Hurricane Helene reveals a rudderless White House — and an inept Harris’ flaws

The failure of the Biden-Harris administration to take charge of urgently needed rescue and recovery efforts after Hurricane Helene underscores a key question: Who is really running this White House?

Right now, we have no clear answer.

President Biden’s and Vice President Harris’ cavalier indifference to the Americans fighting to survive in the disaster zone has left us — both longtime Democrats — speechless.

Substantively, politically and personally, both Biden and Harris had ample reason to step up in the aftermath of the storm’s horrific destruction.

Yet their administration has repeatedly failed Helene’s victims — and, by extension, the American people as a whole.

The storm made landfall Sept. 26 in Florida and raged over inland parts of Georgia, North Carolina, Tennessee and Virginia, killing a confirmed 232 people with hundreds still missing.

But the administration’s slow response in mobilizing federal resources hampered recovery efforts, while Biden’s and Harris’ late and perfunctory visits to the disaster area to show support have made them appear woefully insensitive.

Biden — who was vacationing in Delaware when the storm hit — glibly told reporters he had “commanded” the federal response by phone “for at least two hours,” hardly sufficient for an event this devastating.

Even more alarmingly, Harris, who is hoping to be our next president, was initially content with a brief FEMA photo op in the storm’s aftermath.

Only when it became a media talking point, nearly a week later, did the veep finally travel to a hard-hit part of the swing state of Georgia — an obviously political stop just weeks before Election Day.

Georgia Gov. Brian Kemp was one of many local officials who called out the administration for delaying much-needed federal aid.

Only 11 counties — out of the 90 likely to need aid — were initially made eligible for federal relief funds, Kemp complained, tying locals’ hands and undoubtedly worsening Helene’s impact in the Peach State.

It took six days for the White House to activate a paltry 1,000 military members to help deliver assistance — even though three of America’s premier military divisions with critical search and rescue experience are based within just a few hours of the hardest-hit areas in the Carolinas and Georgia.

Compare that to President George W. Bush, who ordered nearly 10,000 troops to the Hurricane Katrina disaster zone in 2005.

If Biden and Harris wished to actually help Americans and not just pose for pictures, they should have immediately activated military assets for rescue efforts, and mobilized the Army Corps of Engineers to clear and stabilize roads and bridges.

They could have ordered FEMA to quickly expand the list of impacted counties to get aid flowing appropriately.

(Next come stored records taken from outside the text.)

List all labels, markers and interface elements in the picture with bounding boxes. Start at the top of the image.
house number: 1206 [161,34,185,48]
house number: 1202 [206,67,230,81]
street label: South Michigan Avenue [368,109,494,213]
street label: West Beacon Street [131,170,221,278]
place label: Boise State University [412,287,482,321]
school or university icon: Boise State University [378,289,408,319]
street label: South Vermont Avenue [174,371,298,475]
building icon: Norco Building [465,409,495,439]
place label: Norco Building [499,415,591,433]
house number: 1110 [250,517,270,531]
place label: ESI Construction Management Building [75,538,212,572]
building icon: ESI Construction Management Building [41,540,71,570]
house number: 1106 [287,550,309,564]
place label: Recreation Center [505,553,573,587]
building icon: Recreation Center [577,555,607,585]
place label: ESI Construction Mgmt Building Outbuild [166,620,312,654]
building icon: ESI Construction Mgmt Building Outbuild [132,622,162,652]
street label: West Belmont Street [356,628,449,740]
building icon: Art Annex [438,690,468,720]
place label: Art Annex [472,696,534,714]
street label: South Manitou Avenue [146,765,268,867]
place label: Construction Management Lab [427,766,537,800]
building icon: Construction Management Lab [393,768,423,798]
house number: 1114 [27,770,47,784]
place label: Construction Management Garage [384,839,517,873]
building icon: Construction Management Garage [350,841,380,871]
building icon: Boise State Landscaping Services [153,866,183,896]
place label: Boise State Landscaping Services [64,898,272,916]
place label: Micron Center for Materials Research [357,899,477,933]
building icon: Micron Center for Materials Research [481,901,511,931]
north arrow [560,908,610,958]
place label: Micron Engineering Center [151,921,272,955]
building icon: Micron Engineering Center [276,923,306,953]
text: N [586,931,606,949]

And they should certainly have done a better job managing FEMA’s funding: According to Homeland Security Secretary Alejandro Mayorkas, the agency is nearly broke after spending more than $600 million caring for illegal migrants nationwide.

The bumbling White House response is incomprehensible for any administration — but particularly so this close to a presidential election.

Harris was already struggling to respond to voters’ questions over her agenda, her priorities and her managerial abilities.

Her failure to so much as show up when Americans faced such a crisis has literally taken our breath away.

Her apparent indifference underscores voters’ suspicion that Harris is not on top of our country’s domestic concerns —  and may well damage her chances in these battleground states.

Bush was excoriated for appearing heartless toward the people of New Orleans after his 2005 flyby of the Hurricane Katrina disaster zone. Harris is running the very real risk of being seen in the same light.

Given that well-known history, the level of political mismanagement on the part of this administration and Harris’ campaign is shocking.

It reinforces the belief that the Biden-Harris administration as a whole is both inept and insensitive.

Why should voters think a President Harris would be any less asleep at the wheel than the administration in which she now serves?

And how can Americans trust her to lead the country for the next four years when she has proven time and again to be unresponsive to our needs?

You’d think that two key swing states with a total of 32 electoral votes would receive overwhelming resources and attention from the party in power after a catastrophe of this magnitude.

Instead, the Biden-Harris administration’s incompetence, indifference and weakness on a host of issues, both domestic and foreign, could presage the Democrats’ defeat.

Douglas Schoen was an adviser to President Bill Clinton and to Hillary Clinton’s 2000 Senate campaign. Andrew Stein (D) served as New York City Council president, 1986-94.